The controversy around this unexpected sell-off is fueled today by the revelations of a major vulnerability affecting Intel chips,which makes it possible for malicious actors to steal passwords and other sensitive data from any computer powered by Intel hardware.
Google had discovered the security flaw and reported it to Intel in June last year, only a few months before the company’s CEO took the decision to sell off the shares.
According to reports, Krzanich announced his intention to sell his stock holdings on October 30, and an SEC filling reveals that the trading plan includes 245,743 shares of stock he owned and 644,135 shares obtained following his stock options.
Sell-off “unrelated” to security bug report
While at first glance it seems that the CEO sold off the stock as a result of Google finding the critical vulnerability in the chips, Intel says the after reference is more of a timing indicator, as the two events aren’t related in any way.
In other words, Krzanich sold off all of his shares (except for the amount required by the company agreement) as part of a pre-planned stock sale and not because Google discovered the security flaw in the Intel hardware – and which would have obviously caused a substantial drop in company stock price.
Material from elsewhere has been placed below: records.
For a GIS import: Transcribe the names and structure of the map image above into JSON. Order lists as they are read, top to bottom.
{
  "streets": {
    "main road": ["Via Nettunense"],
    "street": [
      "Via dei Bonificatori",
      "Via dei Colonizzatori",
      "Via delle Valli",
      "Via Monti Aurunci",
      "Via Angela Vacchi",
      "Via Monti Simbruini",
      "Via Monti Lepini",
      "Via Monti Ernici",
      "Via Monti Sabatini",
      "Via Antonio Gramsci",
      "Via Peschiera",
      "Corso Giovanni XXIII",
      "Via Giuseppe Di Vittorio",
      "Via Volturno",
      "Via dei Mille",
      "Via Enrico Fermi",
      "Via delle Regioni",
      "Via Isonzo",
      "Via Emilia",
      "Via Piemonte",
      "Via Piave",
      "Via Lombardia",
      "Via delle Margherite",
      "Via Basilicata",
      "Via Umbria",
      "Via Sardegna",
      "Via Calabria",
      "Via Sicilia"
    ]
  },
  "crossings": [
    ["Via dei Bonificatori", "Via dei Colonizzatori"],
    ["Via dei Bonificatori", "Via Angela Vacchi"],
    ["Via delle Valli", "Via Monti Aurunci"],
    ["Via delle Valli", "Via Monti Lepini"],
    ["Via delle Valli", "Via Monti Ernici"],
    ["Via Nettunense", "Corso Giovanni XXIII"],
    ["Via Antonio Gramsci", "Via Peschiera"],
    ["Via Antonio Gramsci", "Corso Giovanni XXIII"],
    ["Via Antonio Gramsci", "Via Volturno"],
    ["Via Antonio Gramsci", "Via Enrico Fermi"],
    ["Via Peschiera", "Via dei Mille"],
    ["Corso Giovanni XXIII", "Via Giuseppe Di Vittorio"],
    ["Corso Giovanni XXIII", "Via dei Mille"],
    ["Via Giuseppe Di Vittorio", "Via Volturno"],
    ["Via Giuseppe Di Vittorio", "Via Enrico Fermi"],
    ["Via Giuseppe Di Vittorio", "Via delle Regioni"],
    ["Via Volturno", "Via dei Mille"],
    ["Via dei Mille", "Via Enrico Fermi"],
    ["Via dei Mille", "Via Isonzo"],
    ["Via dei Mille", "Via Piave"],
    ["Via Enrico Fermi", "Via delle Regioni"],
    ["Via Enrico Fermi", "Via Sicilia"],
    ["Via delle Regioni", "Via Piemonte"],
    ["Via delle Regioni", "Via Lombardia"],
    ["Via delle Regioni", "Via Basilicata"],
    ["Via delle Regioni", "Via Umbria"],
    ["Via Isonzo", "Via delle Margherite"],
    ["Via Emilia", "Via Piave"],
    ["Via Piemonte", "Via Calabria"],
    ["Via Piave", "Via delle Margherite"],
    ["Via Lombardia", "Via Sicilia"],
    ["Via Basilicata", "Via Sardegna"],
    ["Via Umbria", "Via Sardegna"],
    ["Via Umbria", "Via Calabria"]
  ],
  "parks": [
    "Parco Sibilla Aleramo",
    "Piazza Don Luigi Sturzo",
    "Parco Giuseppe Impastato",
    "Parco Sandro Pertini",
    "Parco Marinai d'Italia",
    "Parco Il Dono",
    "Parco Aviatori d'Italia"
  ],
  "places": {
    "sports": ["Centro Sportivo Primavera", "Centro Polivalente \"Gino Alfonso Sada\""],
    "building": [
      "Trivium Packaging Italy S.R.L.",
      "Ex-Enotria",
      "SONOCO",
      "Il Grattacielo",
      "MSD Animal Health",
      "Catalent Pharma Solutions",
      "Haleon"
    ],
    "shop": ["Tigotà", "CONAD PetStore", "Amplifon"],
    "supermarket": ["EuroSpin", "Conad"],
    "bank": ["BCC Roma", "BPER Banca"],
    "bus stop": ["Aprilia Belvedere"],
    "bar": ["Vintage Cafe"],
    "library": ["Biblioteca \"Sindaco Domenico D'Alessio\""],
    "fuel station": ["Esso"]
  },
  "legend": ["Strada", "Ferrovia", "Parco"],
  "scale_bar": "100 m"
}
“Brian’s sale is unrelated. He continues to hold shares in-line with corporate guidelines,” a company representative was quoted as saying by the cited source. Furthermore, the spokesperson added that the sale has nothing to do with the information it received from Google about the security vulnerability.
As for the reasons Intel didn’t release a firmware update to correct the flaw after learning about it from Google, there are claims that this might once again be related to the sales sell-off. Despite Intel clearly stating the two key moments are unrelated, shipping an update voluntarily means the company had no other option than to acknowledge the vulnerability, which in turn would have caused a massive share price drop.
An official explanation for not shipping a patch earlier isn’t available, but it’s believed an emergency fix could have a major impact on system performance.
At the time of writing this article, Intel stock is down $1.59 (3.39%) to $45.26, with a further decline of 0.91% to $44.85 in after-hours trading.